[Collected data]
....

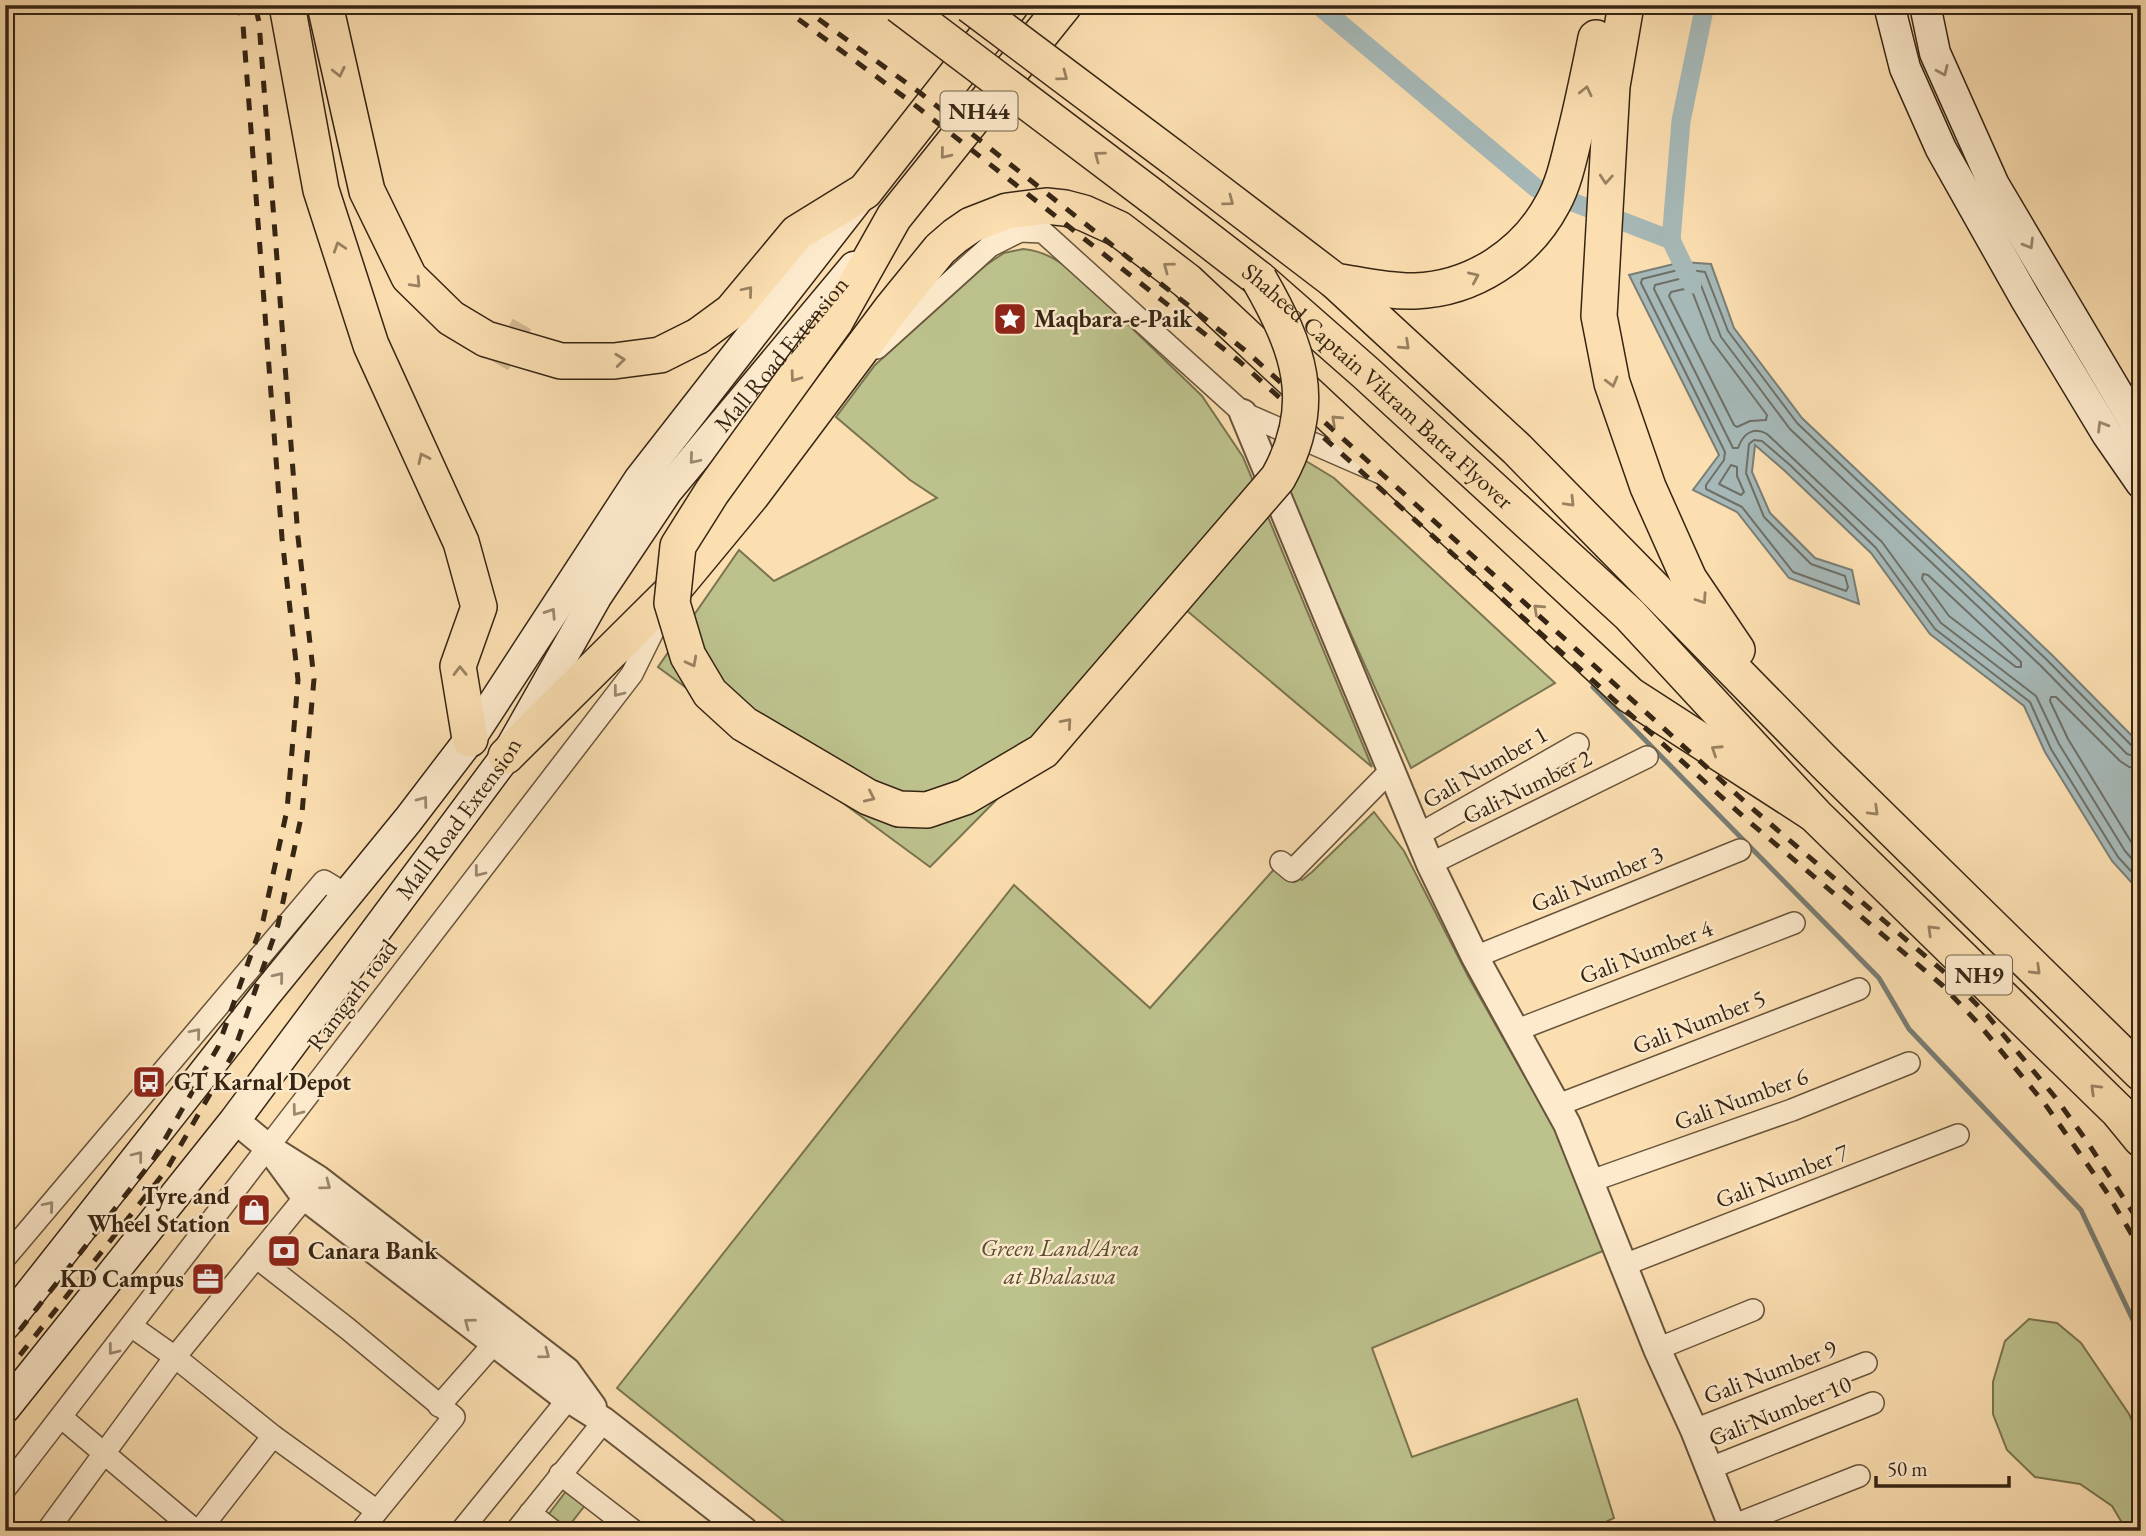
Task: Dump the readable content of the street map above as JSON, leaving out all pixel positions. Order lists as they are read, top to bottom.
{
  "streets": {
    "highway": ["NH44", "Shaheed Captain Vikram Batra Flyover", "NH9"],
    "main road": ["Mall Road Extension"],
    "street": [
      "Gali Number 1",
      "Gali Number 2",
      "Gali Number 3",
      "Gali Number 4",
      "Ramgarh road",
      "Gali Number 5",
      "Gali Number 6",
      "Gali Number 7",
      "Gali Number 9",
      "Gali Number 10"
    ]
  },
  "crossings": [
    ["NH44", "Mall Road Extension"],
    ["Shaheed Captain Vikram Batra Flyover", "NH9"]
  ],
  "parks": ["Green Land/Area at Bhalaswa"],
  "places": {
    "place": ["Maqbara-e-Paik"],
    "bus stop": ["GT Karnal Depot"],
    "shop": ["Tyre and Wheel Station"],
    "bank": ["Canara Bank"],
    "office": ["KD Campus"]
  },
  "scale_bar": "50 m"
}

....

▶ [Directions] Drop the images, then copy the data exactly.

▶ [Exercise output]
Task: Dump the readable content of the street map above as JSON, leaving out all pixel positions. Order lists as they are read, top to bottom.
{
  "streets": {
    "highway": ["NH44", "Shaheed Captain Vikram Batra Flyover", "NH9"],
    "main road": ["Mall Road Extension"],
    "street": [
      "Gali Number 1",
      "Gali Number 2",
      "Gali Number 3",
      "Gali Number 4",
      "Ramgarh road",
      "Gali Number 5",
      "Gali Number 6",
      "Gali Number 7",
      "Gali Number 9",
      "Gali Number 10"
    ]
  },
  "crossings": [
    ["NH44", "Mall Road Extension"],
    ["Shaheed Captain Vikram Batra Flyover", "NH9"]
  ],
  "parks": ["Green Land/Area at Bhalaswa"],
  "places": {
    "place": ["Maqbara-e-Paik"],
    "bus stop": ["GT Karnal Depot"],
    "shop": ["Tyre and Wheel Station"],
    "bank": ["Canara Bank"],
    "office": ["KD Campus"]
  },
  "scale_bar": "50 m"
}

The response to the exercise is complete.